■ What this task involves: State how many lines of the entries hold the string "stream", and nothing more.

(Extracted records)
BEGIN

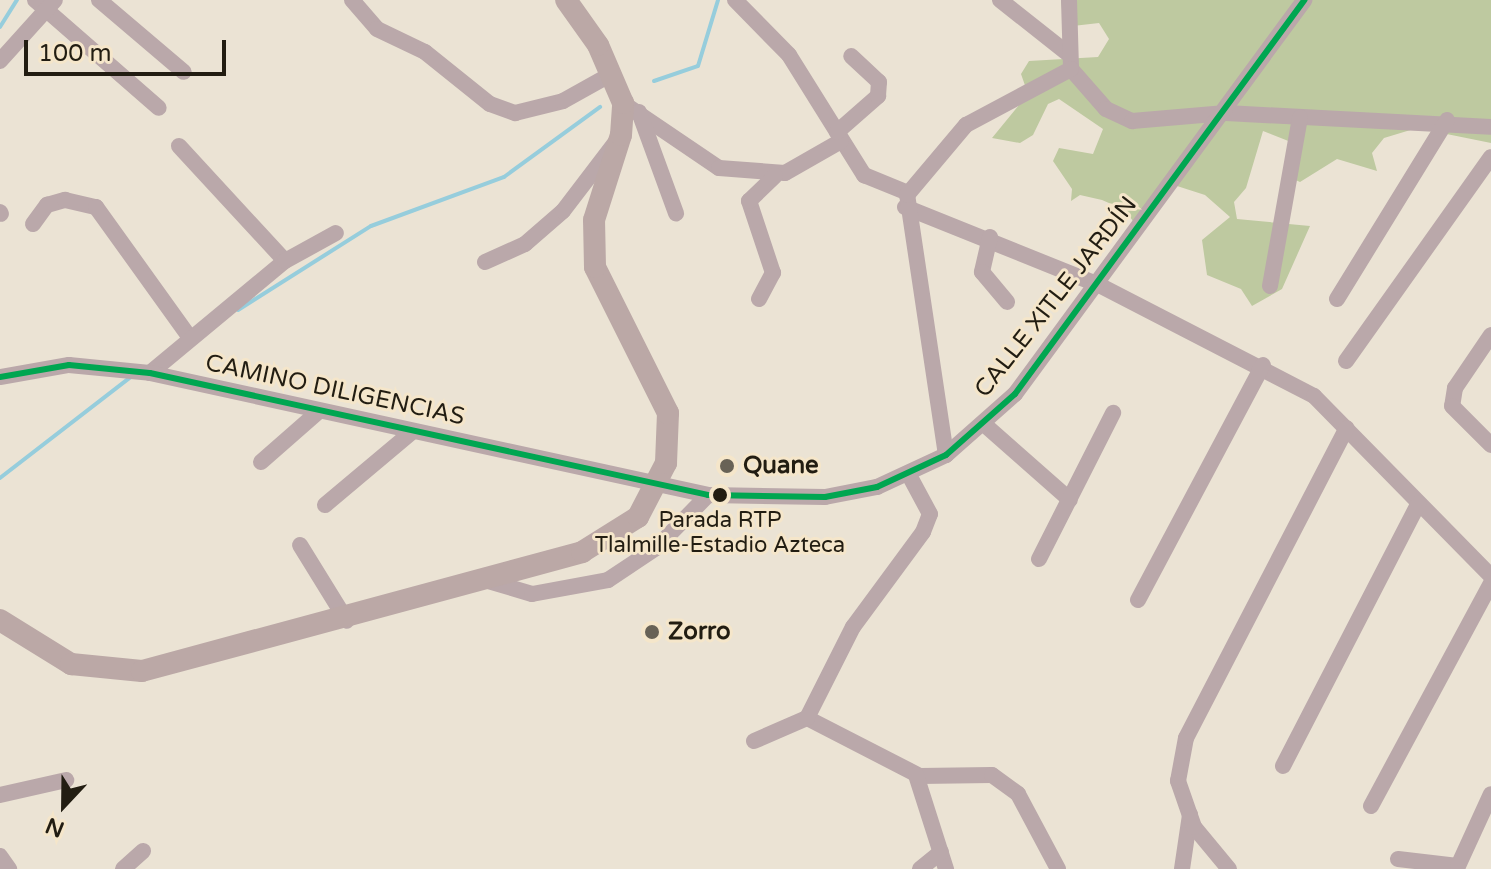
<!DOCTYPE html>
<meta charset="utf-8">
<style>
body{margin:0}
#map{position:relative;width:1491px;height:869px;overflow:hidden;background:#ebe3d4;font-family:"Varela Round",sans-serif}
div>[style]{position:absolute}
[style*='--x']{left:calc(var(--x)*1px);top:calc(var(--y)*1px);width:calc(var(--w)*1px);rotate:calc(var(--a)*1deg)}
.forest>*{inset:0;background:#bec9a0}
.stream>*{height:4px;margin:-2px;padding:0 2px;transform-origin:2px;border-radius:2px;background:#96cddc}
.minor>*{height:16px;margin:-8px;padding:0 8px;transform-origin:8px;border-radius:8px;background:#baa8aa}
.major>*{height:22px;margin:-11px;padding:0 11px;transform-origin:11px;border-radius:11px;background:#bba8a6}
.bus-1>*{height:6px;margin:-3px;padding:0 3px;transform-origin:3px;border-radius:3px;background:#00a651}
.dots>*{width:22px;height:22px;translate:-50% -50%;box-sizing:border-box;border:4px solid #f5e6ca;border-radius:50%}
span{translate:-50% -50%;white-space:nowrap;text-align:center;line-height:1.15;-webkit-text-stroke:6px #f5e6ca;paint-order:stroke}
.bus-label{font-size:22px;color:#221d12}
.street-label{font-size:24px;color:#221d12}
.poi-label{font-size:24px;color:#221d12;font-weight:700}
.left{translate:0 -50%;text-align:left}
.north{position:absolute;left:24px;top:765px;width:80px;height:80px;-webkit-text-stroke:6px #f5e6ca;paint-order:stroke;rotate:202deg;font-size:22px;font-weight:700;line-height:32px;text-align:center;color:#221d12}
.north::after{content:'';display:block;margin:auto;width:28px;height:36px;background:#221d12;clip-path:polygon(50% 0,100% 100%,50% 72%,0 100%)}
.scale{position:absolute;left:24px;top:40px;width:202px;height:36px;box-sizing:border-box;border:4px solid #221d12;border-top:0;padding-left:10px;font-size:24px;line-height:28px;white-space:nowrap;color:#221d12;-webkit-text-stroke:6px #f5e6ca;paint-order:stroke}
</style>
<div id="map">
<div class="forest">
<div style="clip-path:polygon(1061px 0,1491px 0,1491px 143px,1417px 128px,1384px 138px,1372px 153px,1377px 171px,1337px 159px,1300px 182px,1289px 177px,1296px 144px,1263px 131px,1246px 188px,1234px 202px,1237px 219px,1310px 226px,1282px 289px,1252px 306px,1241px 289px,1207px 275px,1202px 240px,1230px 217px,1205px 195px,1177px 186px,1138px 228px,1125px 210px,1102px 200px,1080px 195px,1071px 201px,1072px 189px,1053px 161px,1059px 148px,1093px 154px,1103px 129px,1059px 99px,1048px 104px,1033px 135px,1020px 143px,992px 138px,1028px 94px,1021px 74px,1029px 61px,1098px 57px,1109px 39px,1099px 23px,1064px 27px)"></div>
</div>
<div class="stream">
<div style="--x:0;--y:27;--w:32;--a:-58"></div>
<div style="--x:654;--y:81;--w:46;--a:-18.8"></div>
<div style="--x:698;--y:66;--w:69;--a:-73.1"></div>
<div style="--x:238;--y:310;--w:157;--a:-32.3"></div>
<div style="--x:371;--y:226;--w:142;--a:-20.2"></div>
<div style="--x:504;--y:177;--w:119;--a:-36.1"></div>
<div style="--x:0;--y:478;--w:167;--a:-37.7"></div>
</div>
<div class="minor">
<div style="--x:35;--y:0;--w:164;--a:41.1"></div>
<div style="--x:99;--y:0;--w:111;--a:40.3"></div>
<div style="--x:352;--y:0;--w:38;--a:49"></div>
<div style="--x:377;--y:29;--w:53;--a:25.6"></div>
<div style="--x:425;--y:52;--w:83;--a:38.7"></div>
<div style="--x:490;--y:104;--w:27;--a:20"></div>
<div style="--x:515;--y:113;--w:49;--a:-14"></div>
<div style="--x:563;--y:101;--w:57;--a:-29.2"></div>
<div style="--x:735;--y:0;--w:77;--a:45.5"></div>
<div style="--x:789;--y:55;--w:142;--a:58"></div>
<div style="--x:864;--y:175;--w:48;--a:22.2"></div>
<div style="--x:1000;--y:0;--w:85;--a:38.3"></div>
<div style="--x:1069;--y:0;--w:69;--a:88.3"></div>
<div style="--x:1071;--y:69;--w:53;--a:48.8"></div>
<div style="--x:1106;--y:109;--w:29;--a:25"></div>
<div style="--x:1132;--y:121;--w:94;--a:-4.9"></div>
<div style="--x:1226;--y:113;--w:265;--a:3"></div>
<div style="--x:0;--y:61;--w:82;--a:-48"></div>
<div style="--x:623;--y:103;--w:116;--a:34.1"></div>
<div style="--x:719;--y:168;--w:66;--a:4.3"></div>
<div style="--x:785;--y:173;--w:64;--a:-29.7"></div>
<div style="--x:639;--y:112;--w:108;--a:69.9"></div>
<div style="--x:837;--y:132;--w:55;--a:-41.3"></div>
<div style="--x:878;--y:96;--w:14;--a:-86"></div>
<div style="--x:879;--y:82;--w:38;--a:-137"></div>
<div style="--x:179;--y:146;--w:156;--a:47.3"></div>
<div style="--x:905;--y:207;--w:209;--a:21.9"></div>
<div style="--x:1099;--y:285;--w:242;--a:27.3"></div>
<div style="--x:1314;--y:396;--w:252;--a:45.5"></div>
<div style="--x:0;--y:212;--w:2;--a:63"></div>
<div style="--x:33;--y:224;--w:24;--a:-54"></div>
<div style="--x:47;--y:205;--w:19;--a:-16"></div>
<div style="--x:65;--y:200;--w:32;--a:13"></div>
<div style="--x:96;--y:207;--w:158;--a:54.3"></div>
<div style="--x:990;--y:237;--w:36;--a:103"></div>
<div style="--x:982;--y:272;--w:39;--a:50"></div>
<div style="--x:485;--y:262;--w:44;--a:-24.2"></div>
<div style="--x:525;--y:244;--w:50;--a:-41"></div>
<div style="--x:563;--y:211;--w:86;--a:-52.6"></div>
<div style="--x:1270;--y:286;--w:171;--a:-79.9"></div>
<div style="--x:759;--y:299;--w:30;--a:-62"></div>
<div style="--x:773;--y:273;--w:76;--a:-108.4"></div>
<div style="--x:749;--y:201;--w:36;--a:-44"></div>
<div style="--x:1337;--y:299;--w:210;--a:-58.4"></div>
<div style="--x:1491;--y:335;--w:64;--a:124.2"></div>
<div style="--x:1455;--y:388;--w:18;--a:99"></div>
<div style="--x:1452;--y:406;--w:55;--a:45"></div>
<div style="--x:1346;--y:361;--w:250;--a:-54.6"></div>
<div style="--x:150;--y:373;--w:175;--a:-39.7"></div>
<div style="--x:285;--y:261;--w:58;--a:-28.8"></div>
<div style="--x:0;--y:377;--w:70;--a:-9.9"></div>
<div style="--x:69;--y:365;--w:81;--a:5.6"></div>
<div style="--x:150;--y:373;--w:571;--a:12.33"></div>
<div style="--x:708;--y:495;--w:117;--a:1"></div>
<div style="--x:825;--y:497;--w:53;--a:-10.9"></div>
<div style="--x:877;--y:487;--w:76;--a:-24.9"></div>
<div style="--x:946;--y:455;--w:92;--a:-41.5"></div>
<div style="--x:1015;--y:394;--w:489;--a:-53.7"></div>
<div style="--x:985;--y:425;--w:113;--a:41.4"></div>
<div style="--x:946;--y:455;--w:263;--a:-98.5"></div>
<div style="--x:907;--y:195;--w:92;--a:-49.9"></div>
<div style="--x:966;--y:125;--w:119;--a:-28.1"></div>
<div style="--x:261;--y:462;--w:77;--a:-41.3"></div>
<div style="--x:325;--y:505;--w:114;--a:-40"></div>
<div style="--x:300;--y:545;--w:89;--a:58.3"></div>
<div style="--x:1039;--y:559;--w:164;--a:-63.1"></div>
<div style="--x:485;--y:580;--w:49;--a:16.6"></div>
<div style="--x:532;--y:594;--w:77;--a:-10.4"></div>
<div style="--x:608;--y:580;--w:58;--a:-33.7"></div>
<div style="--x:656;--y:548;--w:74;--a:-45.5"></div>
<div style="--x:1138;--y:600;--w:266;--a:-62"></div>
<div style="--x:807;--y:718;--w:127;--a:27.2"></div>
<div style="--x:920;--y:776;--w:72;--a:-0.8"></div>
<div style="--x:992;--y:775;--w:32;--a:36"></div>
<div style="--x:1018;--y:794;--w:85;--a:61.9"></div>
<div style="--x:754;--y:741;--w:58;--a:-23.5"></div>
<div style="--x:807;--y:718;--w:102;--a:-63.2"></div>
<div style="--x:853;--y:627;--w:118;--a:-53.6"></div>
<div style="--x:923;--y:532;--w:19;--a:-69"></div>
<div style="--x:930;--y:514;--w:44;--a:-118.3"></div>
<div style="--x:1283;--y:766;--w:295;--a:-62.7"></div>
<div style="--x:916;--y:775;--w:99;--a:72.3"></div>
<div style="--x:0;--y:795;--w:68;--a:-12.8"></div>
<div style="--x:1371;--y:806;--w:253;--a:-61.7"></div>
<div style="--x:0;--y:856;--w:16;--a:55"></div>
<div style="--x:1398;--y:859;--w:60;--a:6.7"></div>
<div style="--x:1458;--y:866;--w:79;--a:-65.4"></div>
<div style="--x:123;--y:869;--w:27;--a:-42"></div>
<div style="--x:920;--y:869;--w:27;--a:-39"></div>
<div style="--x:1182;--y:869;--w:55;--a:-81.6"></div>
<div style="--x:1229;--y:869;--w:55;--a:-129.8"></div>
<div style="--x:1194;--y:827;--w:49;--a:-109.2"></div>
<div style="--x:1178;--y:781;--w:44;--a:-79.5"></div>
<div style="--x:1186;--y:738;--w:349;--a:-62.6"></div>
</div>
<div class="major">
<div style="--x:0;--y:620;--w:84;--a:31.8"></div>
<div style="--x:71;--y:664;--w:71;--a:5.6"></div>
<div style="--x:142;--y:671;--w:456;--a:-15.1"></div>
<div style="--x:582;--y:552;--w:66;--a:-32"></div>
<div style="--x:638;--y:517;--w:61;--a:-62.6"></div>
<div style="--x:666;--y:463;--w:50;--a:-87.7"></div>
<div style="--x:668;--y:413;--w:163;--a:-116.6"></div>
<div style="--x:595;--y:267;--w:47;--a:-91.2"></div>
<div style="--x:594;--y:220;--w:89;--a:-72.4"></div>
<div style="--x:621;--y:135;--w:32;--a:-86"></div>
<div style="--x:623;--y:103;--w:63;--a:-113.3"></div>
<div style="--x:598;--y:45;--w:55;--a:-125.4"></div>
</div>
<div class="bus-1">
<div style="--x:0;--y:377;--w:70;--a:-9.9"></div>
<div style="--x:69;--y:365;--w:81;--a:5.6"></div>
<div style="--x:150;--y:373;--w:571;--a:12.33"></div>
<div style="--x:708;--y:495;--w:117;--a:1"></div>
<div style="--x:825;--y:497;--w:53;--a:-10.9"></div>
<div style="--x:877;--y:487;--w:76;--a:-24.9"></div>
<div style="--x:946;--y:455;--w:92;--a:-41.5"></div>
<div style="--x:1015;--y:394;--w:489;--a:-53.7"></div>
</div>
<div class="dots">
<div style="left:727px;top:466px;background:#686256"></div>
<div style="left:720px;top:495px;background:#221d12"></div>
<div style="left:652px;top:632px;background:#686256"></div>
</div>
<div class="bus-label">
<span style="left:720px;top:533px">Parada RTP<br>Tlalmille-Estadio Azteca</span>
</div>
<div class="street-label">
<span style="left:1056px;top:297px;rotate:-52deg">CALLE XITLE JARDÍN</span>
<span style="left:335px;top:390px;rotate:12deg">CAMINO DILIGENCIAS</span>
</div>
<div class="poi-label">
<span class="left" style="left:743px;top:466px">Quane</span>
<span class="left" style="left:668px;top:632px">Zorro</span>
</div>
<div class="north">N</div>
<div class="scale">100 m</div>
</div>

END

■ Finished exercise: 2